Your answer should be one number: how many lines of the records hold the string "hidden".

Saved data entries
<<<<

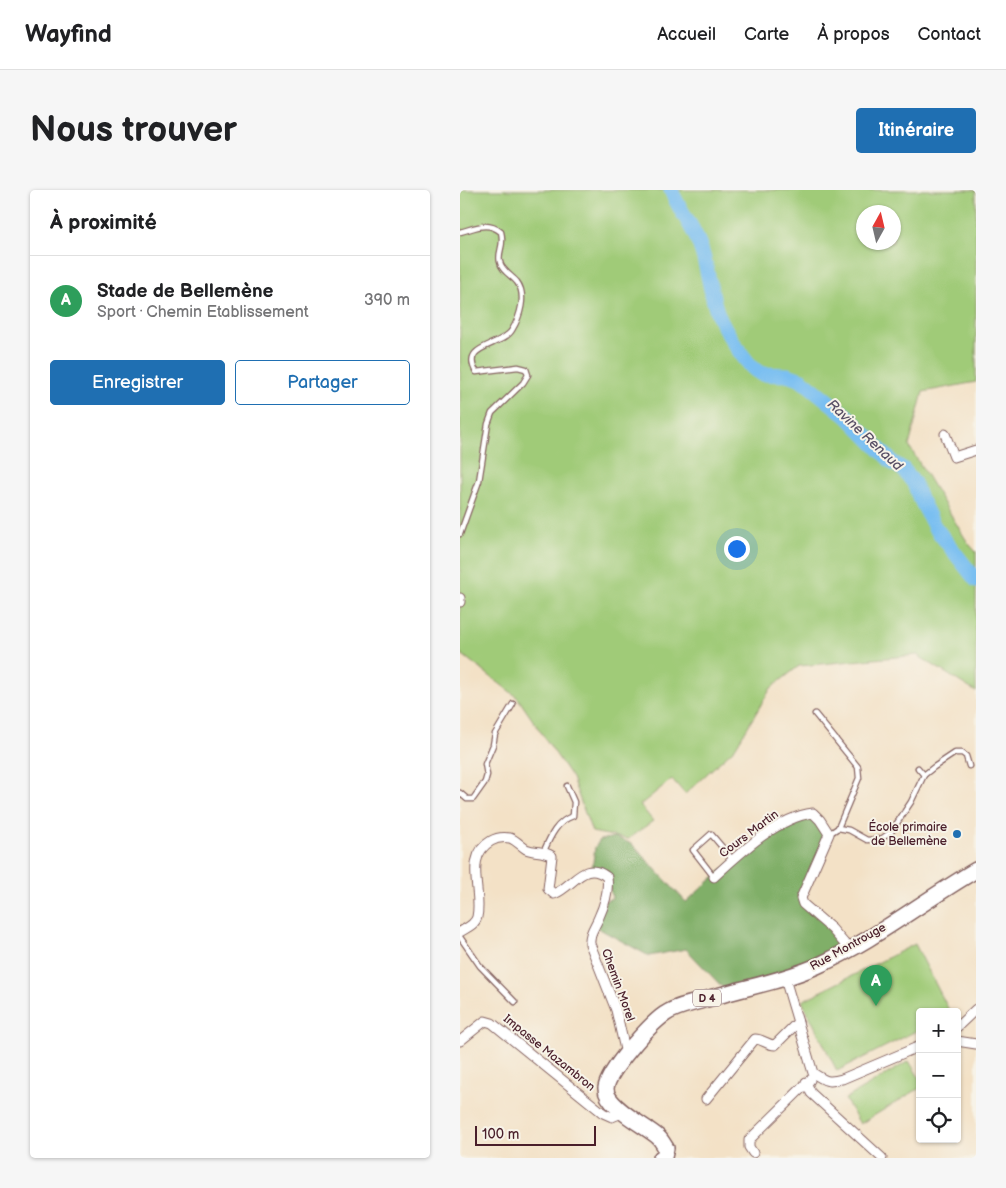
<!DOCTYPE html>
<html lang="fr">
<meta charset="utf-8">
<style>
:root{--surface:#fff;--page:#f6f6f6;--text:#202124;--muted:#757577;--line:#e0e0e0;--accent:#1f6fb2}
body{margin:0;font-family:"Balsamiq Sans",sans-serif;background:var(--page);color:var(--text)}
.controls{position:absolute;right:15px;bottom:15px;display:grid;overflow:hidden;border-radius:5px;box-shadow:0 1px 4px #0004}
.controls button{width:45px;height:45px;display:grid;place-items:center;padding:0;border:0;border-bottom:1px solid var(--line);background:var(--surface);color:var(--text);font:25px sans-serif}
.compass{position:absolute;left:396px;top:15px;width:45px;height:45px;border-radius:50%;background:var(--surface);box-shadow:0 1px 4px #0004;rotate:8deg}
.scale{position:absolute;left:15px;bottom:12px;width:121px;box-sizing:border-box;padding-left:5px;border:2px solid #4a1f2b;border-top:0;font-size:14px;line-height:18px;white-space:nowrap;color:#4a1f2b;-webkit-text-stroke:4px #f7f3e8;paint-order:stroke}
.you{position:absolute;left:276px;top:358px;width:18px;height:18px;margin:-12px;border:4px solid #fff;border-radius:50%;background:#1a73e8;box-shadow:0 0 0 8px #1a73e833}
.badge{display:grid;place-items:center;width:32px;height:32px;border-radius:50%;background:var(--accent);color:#fff;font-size:16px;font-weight:700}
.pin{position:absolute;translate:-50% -41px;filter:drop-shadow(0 1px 2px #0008)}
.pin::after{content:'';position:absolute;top:26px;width:18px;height:15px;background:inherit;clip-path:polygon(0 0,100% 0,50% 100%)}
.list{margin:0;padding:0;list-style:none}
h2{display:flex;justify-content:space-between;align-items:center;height:65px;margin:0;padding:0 20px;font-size:21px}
h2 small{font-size:16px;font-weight:400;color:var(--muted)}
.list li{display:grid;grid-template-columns:32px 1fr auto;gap:15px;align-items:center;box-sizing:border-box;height:90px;padding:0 20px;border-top:1px solid var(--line)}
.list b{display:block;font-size:19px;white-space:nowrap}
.list p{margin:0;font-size:16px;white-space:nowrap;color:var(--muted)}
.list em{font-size:16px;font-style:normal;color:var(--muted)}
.actions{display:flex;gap:10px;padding:15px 20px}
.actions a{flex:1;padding:11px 0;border:1px solid var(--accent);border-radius:5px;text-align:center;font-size:18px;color:var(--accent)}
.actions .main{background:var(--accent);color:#fff}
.icon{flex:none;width:28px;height:28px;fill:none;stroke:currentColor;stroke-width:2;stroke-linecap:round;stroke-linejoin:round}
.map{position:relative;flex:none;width:516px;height:968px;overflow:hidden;border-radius:5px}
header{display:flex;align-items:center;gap:30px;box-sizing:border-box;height:70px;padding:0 25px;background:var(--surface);border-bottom:1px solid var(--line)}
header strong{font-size:24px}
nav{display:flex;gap:28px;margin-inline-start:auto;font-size:18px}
.intro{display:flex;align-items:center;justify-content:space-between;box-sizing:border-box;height:120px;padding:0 30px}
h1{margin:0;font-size:35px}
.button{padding:12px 22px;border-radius:5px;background:var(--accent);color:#fff;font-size:18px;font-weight:700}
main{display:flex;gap:30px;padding:0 30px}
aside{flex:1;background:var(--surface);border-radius:5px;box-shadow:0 1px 4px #0004}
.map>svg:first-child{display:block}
</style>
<header>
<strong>Wayfind</strong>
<nav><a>Accueil</a><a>Carte</a><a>À propos</a><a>Contact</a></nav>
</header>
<div class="intro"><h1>Nous trouver</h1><a class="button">Itinéraire</a></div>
<main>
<aside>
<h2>À proximité<small></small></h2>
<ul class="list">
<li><span class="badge" style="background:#2e9e5b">A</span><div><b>Stade de Bellemène</b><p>Sport · Chemin Etablissement</p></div><em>390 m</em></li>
</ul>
<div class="actions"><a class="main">Enregistrer</a><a>Partager</a></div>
</aside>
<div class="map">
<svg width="516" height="968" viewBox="0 0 516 968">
<rect width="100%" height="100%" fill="#f7f3e8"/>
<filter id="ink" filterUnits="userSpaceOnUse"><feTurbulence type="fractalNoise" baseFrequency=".02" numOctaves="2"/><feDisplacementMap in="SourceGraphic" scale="10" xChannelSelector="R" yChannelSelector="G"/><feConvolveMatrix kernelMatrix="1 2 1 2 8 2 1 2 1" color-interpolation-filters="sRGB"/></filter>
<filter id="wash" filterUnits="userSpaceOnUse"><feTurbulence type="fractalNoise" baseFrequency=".0096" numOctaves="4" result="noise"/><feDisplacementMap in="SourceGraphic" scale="20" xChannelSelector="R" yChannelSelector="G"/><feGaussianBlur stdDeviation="1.12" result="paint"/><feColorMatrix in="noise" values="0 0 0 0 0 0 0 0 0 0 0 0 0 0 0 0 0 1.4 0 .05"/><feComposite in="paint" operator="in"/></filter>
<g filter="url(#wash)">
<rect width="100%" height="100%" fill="#f3e1c6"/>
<g fill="#a0cb78" stroke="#757552" fill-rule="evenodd">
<path d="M0 0H516V192L463 202 449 256 508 353 516 362V502L457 465 339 476 311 498 275 558 225 604 212 589 180 615 193 631 168 649 132 642 112 588 57 507 0 463ZM403 22H433V52H403Z"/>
<path d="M455 754 490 822H460V839L377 881 342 811Z"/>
<path d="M449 871 460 889V898L400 934 385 909Z"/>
</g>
<path fill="#80af68" stroke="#65674a" d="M353 623 369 644 341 708 389 759 267 802 226 759 189 766 134 736 145 711 152 708 147 687 132 680 135 657 140 650 155 647 172 654 226 712 273 670 316 637Z"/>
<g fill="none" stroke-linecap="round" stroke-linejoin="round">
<path stroke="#7abff1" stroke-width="15" d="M211 0C218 18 231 33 238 51 248 74 249 99 257 122 263 137 271 149 280 162 286 170 292 180 302 184L328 185 342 190 388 227 433 273 443 279 454 293 458 304 474 336 516 390"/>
</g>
</g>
<g filter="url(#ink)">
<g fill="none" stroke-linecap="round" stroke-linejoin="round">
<g stroke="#856361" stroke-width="7">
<g id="service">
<path d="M0 42C16 38 27 31 41 42 45 56 37 62 40 72 41 80 52 86 57 92 67 105 60 127 52 140 42 157 0 154 16 182L58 177 66 179 68 185 63 193 32 223 28 234 19 291 0 344"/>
<path d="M355 524 398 577 399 588 378 638 369 644"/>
<path d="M458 578 464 585"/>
<path d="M0 603 7 609H13L25 592 27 585 25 574 33 555 35 544 53 514"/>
<path d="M378 638 389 640 407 650 421 649 431 642 451 612 464 585 474 577 495 563H502L506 566 509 576"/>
<path d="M84 661C90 647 97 631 113 626L114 612 107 596"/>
<path d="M254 687 233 660 251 644 273 670"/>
<path d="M0 747 20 776 55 812"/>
</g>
</g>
<g stroke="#856361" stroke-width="11">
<g id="minor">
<path d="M485 244 494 267 516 260"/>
<path d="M0 408V412"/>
<path d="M254 687C280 663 318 627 353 623L360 630 369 644 341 708 343 714 372 739 389 759"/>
<path d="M0 742C6 738 15 735 17 727 23 702 3 667 31 651 36 648 44 647 50 648 56 650 61 656 66 659 75 663 82 660 92 666L88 699 94 704C114 696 124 669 147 687 149 701 145 714 139 727 135 737 129 743 130 754L156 820 166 864"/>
<path d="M322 788 326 792 353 883C365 891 368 893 382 889L460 856"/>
<path d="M497 837 516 819"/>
<path d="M0 851 25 831 32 833 143 923 152 927 164 922"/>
<path d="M497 851 516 854"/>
<path d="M346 892 351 903 422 968"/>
<path d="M246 909 295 849C303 849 307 855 315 855L338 832"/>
<path d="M293 963 289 957V950L350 890"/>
</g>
</g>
<g stroke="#856361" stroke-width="18">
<path id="primary" d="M201 968 204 967 206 958C203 954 201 949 197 946 184 935 145 916 146 898 148 881 190 834 205 824 216 816 231 814 244 810 281 798 321 792 357 776 413 751 463 711 516 680"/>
</g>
<use href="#service" stroke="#fff" stroke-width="4.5"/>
<use href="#minor" stroke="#fff" stroke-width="9"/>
<use href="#primary" stroke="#fff" stroke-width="15"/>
</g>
</g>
<circle fill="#1f6fb2" stroke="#f7f3e8" stroke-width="2" cx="497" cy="644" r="5"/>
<g text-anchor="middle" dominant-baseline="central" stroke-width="4" stroke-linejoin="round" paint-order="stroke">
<rect fill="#f7f3e8" stroke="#7e5f64" stroke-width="1" x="233" y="799.5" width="28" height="17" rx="4"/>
<g font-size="11" font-weight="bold" fill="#4a1f2b">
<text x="247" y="808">D 4</text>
</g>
<g font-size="12" fill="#4a1f2b" stroke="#f7f3e8" text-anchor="end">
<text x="487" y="637">École primaire<tspan x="487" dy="14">de Bellemène</tspan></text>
</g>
<g font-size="12" fill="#4a1f2b" stroke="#f7f3e8">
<text transform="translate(289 644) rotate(-37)">Cours Martin</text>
<text transform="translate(388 757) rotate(-29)">Rue Montrouge</text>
<text transform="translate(158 795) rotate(70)">Chemin Morel</text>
<text transform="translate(89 863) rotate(39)">Impasse Mazambron</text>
</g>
<g font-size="14" font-style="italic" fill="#584f66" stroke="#f7f3e8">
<text transform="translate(405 245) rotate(43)">Ravine Renaud</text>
</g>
</g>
</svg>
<div class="controls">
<button>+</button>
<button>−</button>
<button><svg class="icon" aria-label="locate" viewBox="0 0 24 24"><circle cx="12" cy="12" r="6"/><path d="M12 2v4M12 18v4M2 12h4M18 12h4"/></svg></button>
</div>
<svg class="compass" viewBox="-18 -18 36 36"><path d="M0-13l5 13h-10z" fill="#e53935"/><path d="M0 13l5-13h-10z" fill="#757577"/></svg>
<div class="scale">100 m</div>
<div class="you"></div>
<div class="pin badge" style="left:416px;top:816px;background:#2e9e5b">A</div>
</div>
</main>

>>>>

Expected output: 2